Task goal:
Below are some records. Print exactly the lines between the one holding "Instruction: What data" and the one holding "Annotation task. Build", inclusive, and nothing else.

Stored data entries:

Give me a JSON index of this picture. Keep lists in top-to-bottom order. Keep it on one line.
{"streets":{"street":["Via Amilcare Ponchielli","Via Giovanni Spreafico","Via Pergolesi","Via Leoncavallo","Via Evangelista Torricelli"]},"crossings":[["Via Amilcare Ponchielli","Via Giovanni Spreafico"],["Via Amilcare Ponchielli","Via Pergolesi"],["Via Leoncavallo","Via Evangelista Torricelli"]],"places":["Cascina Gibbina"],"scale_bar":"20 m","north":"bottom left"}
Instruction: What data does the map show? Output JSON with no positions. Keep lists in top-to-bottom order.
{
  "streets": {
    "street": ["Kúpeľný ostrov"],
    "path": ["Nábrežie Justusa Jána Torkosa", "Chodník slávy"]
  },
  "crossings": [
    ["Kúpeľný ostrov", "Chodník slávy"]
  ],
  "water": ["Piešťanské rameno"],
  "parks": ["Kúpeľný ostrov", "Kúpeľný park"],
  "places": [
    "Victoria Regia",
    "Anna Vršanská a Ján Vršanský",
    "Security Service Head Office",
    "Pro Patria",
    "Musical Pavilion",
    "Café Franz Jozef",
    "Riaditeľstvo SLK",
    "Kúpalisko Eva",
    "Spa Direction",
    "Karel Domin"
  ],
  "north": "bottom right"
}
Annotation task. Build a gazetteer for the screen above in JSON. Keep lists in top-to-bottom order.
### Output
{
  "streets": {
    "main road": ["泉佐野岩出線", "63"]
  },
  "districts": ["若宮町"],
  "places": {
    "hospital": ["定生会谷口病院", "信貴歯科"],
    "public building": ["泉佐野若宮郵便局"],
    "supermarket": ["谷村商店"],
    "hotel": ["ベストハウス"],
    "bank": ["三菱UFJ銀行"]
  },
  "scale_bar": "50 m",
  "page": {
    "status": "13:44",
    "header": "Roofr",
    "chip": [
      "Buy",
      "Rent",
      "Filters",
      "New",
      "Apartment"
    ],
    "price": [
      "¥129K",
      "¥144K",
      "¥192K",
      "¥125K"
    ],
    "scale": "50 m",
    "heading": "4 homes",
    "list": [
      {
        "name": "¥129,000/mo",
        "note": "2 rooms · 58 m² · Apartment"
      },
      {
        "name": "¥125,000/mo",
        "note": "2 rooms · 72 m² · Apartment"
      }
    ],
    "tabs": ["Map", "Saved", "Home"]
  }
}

Expected output:
Instruction: What data does the map show? Output JSON with no positions. Keep lists in top-to-bottom order.
{
  "streets": {
    "street": ["Kúpeľný ostrov"],
    "path": ["Nábrežie Justusa Jána Torkosa", "Chodník slávy"]
  },
  "crossings": [
    ["Kúpeľný ostrov", "Chodník slávy"]
  ],
  "water": ["Piešťanské rameno"],
  "parks": ["Kúpeľný ostrov", "Kúpeľný park"],
  "places": [
    "Victoria Regia",
    "Anna Vršanská a Ján Vršanský",
    "Security Service Head Office",
    "Pro Patria",
    "Musical Pavilion",
    "Café Franz Jozef",
    "Riaditeľstvo SLK",
    "Kúpalisko Eva",
    "Spa Direction",
    "Karel Domin"
  ],
  "north": "bottom right"
}
Annotation task. Build a gazetteer for the screen above in JSON. Keep lists in top-to-bottom order.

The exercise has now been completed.